- Source records -
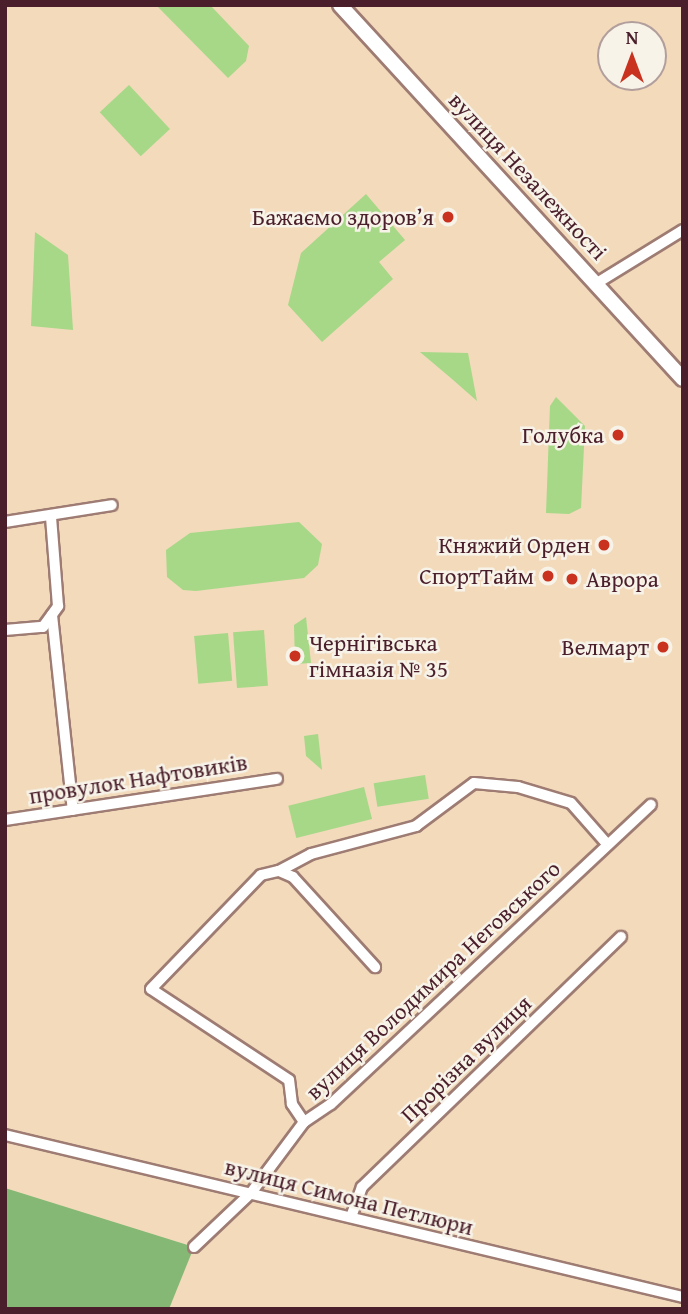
<!DOCTYPE html>
<meta charset="utf-8">
<style>
body{margin:0}
#map{position:relative;width:688px;height:1314px;overflow:hidden;background:#f2dabb;font-family:"Gentium Book Plus",serif}
div>[style]{position:absolute}
.green>*{inset:0;background:#a6d887;transform-origin:0 0}
.forest>*{inset:0;background:#84b874}
.roads{filter:drop-shadow(2px 0 #9e7c73) drop-shadow(-2px 0 #9e7c73) drop-shadow(0 2px #9e7c73) drop-shadow(0 -2px #9e7c73)}
.street>*{height:10px;margin:-5px;padding:0 5px;transform-origin:5px;border-radius:5px;background:#fff}
.secondary>*{height:14px;margin:-7px;padding:0 7px;transform-origin:7px;border-radius:7px;background:#fff}
.dots>*{width:19px;height:19px;translate:-50% -50%;box-sizing:border-box;border:4px solid #f7f3e8;border-radius:50%}
span{translate:-50% -50%;white-space:nowrap;text-align:center;line-height:1.15;-webkit-text-stroke:5px #f7f3e8;paint-order:stroke}
.street-label{font-size:23px;color:#4a1f2b}
.poi-label{font-size:23px;color:#4a1f2b}
.right{translate:-100% -50%;text-align:right}
.left{translate:0 -50%;text-align:left}
.frame{position:absolute;inset:0;border:7px solid #4a1f2b;pointer-events:none}
.north{position:absolute;left:597px;top:21px;width:70px;height:70px;box-sizing:border-box;background:#f7f3e8;border:2px solid #b29e9c;border-radius:50%;rotate:0deg;font-size:19px;font-weight:700;line-height:28px;text-align:center;color:#4a1f2b}
.north::after{content:'';display:block;margin:auto;width:24px;height:32px;background:#c8321e;clip-path:polygon(50% 0,100% 100%,50% 72%,0 100%)}
</style>
<div id="map">
<div class="green">
<i style="clip-path:polygon(156px 5px,210px 5px,249px 46px,246px 61px,228px 78px)"></i>
<i style="left:129px;top:85px;width:60px;height:40px;rotate:47deg"></i>
<i style="clip-path:polygon(366px 194px,405px 240px,379px 262px,393px 279px,322px 342px,288px 305px,301px 253px)"></i>
<i style="clip-path:polygon(35px 232px,68px 255px,73px 330px,31px 326px)"></i>
<i style="clip-path:polygon(420px 352px,468px 353px,477px 401px,452px 379px)"></i>
<i style="clip-path:polygon(556px 397px,585px 426px,581px 508px,569px 514px,546px 513px,550px 406px)"></i>
<i style="clip-path:polygon(299px 522px,322px 544px,318px 565px,304px 578px,196px 591px,183px 590px,167px 577px,166px 550px,190px 533px)"></i>
<i style="clip-path:polygon(306px 617px,311px 663px,295px 664px,294px 625px)"></i>
<i style="left:264px;top:630px;width:56px;height:31px;rotate:86deg"></i>
<i style="left:228px;top:633px;width:48px;height:34px;rotate:85deg"></i>
<i style="clip-path:polygon(318px 734px,322px 770px,306px 756px,304px 736px)"></i>
<i style="left:425px;top:775px;width:24px;height:52px;rotate:81deg"></i>
<i style="left:364px;top:787px;width:33px;height:78px;rotate:76deg"></i>
</div>
<div class="forest">
<i style="clip-path:polygon(5px 1188px,194px 1247px,169px 1309px,5px 1309px)"></i>
</div>
<div class="roads">
<div class="street">
<i style="left:597px;top:283px;width:101px;rotate:-31.6deg"></i>
<i style="left:5px;top:522px;width:108px;rotate:-9deg"></i>
<i style="left:52px;top:615px;width:196px;rotate:83.9deg"></i>
<i style="left:5px;top:630px;width:38px;rotate:-5deg"></i>
<i style="left:43px;top:627px;width:26px;rotate:-54deg"></i>
<i style="left:58px;top:606px;width:88px;rotate:-94.5deg"></i>
<i style="left:5px;top:820px;width:275px;rotate:-8.6deg"></i>
<i style="left:279px;top:871px;width:36px;rotate:-28deg"></i>
<i style="left:311px;top:854px;width:109px;rotate:-14.9deg"></i>
<i style="left:416px;top:826px;width:72px;rotate:-36.6deg"></i>
<i style="left:474px;top:783px;width:44px;rotate:5.2deg"></i>
<i style="left:518px;top:787px;width:55px;rotate:16.8deg"></i>
<i style="left:571px;top:803px;width:55px;rotate:48.7deg"></i>
<i style="left:304px;top:1122px;width:22px;rotate:-124deg"></i>
<i style="left:292px;top:1104px;width:24px;rotate:-97deg"></i>
<i style="left:289px;top:1080px;width:165px;rotate:-146.6deg"></i>
<i style="left:151px;top:989px;width:158px;rotate:-46deg"></i>
<i style="left:261px;top:875px;width:18px;rotate:-13deg"></i>
<i style="left:279px;top:871px;width:15px;rotate:23deg"></i>
<i style="left:293px;top:877px;width:122px;rotate:47.7deg"></i>
<i style="left:5px;top:1135px;width:697px;rotate:13.44deg"></i>
<i style="left:351px;top:1217px;width:32px;rotate:-70deg"></i>
<i style="left:362px;top:1187px;width:360px;rotate:-44deg"></i>
<i style="left:194px;top:1247px;width:79px;rotate:-43.5deg"></i>
<i style="left:251px;top:1193px;width:89px;rotate:-53.3deg"></i>
<i style="left:304px;top:1122px;width:32px;rotate:-34deg"></i>
<i style="left:331px;top:1104px;width:438px;rotate:-43.1deg"></i>
</div>
<div class="secondary">
<i style="left:340px;top:5px;width:507px;rotate:47.48deg"></i>
</div>
</div>
<div class="dots">
<i style="left:448px;top:217px;background:#c8321e"></i>
<i style="left:618px;top:435px;background:#c8321e"></i>
<i style="left:604px;top:545px;background:#c8321e"></i>
<i style="left:548px;top:576px;background:#c8321e"></i>
<i style="left:572px;top:579px;background:#c8321e"></i>
<i style="left:663px;top:647px;background:#c8321e"></i>
<i style="left:295px;top:656px;background:#c8321e"></i>
</div>
<div class="street-label">
<span style="left:528px;top:176px;rotate:47deg">вулиця Незалежності</span>
<span style="left:138px;top:779px;rotate:-9deg">провулок Нафтовиків</span>
<span style="left:433px;top:980px;rotate:-43deg">вулиця Володимира Неговського</span>
<span style="left:466px;top:1059px;rotate:-44deg">Прорізна вулиця</span>
<span style="left:349px;top:1197px;rotate:14deg">вулиця Симона Петлюри</span>
</div>
<div class="poi-label">
<span class="right" style="left:434px;top:217px">Бажаємо здоров’я</span>
<span class="right" style="left:604px;top:435px">Голубка</span>
<span class="right" style="left:590px;top:545px">Княжий Орден</span>
<span class="right" style="left:534px;top:576px">СпортТайм</span>
<span class="left" style="left:586px;top:579px">Аврора</span>
<span class="left" style="left:309px;top:656px">Чернігівська<br>гімназія № 35</span>
<span class="right" style="left:649px;top:647px">Велмарт</span>
</div>
<div class="frame"></div>
<div class="north">N</div>
</div>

- Your task -
Look over the listing above and copy each line that contains "inset".

- Response to this exercise -
.green>*{inset:0;background:#a6d887;transform-origin:0 0}
.forest>*{inset:0;background:#84b874}
.frame{position:absolute;inset:0;border:7px solid #4a1f2b;pointer-events:none}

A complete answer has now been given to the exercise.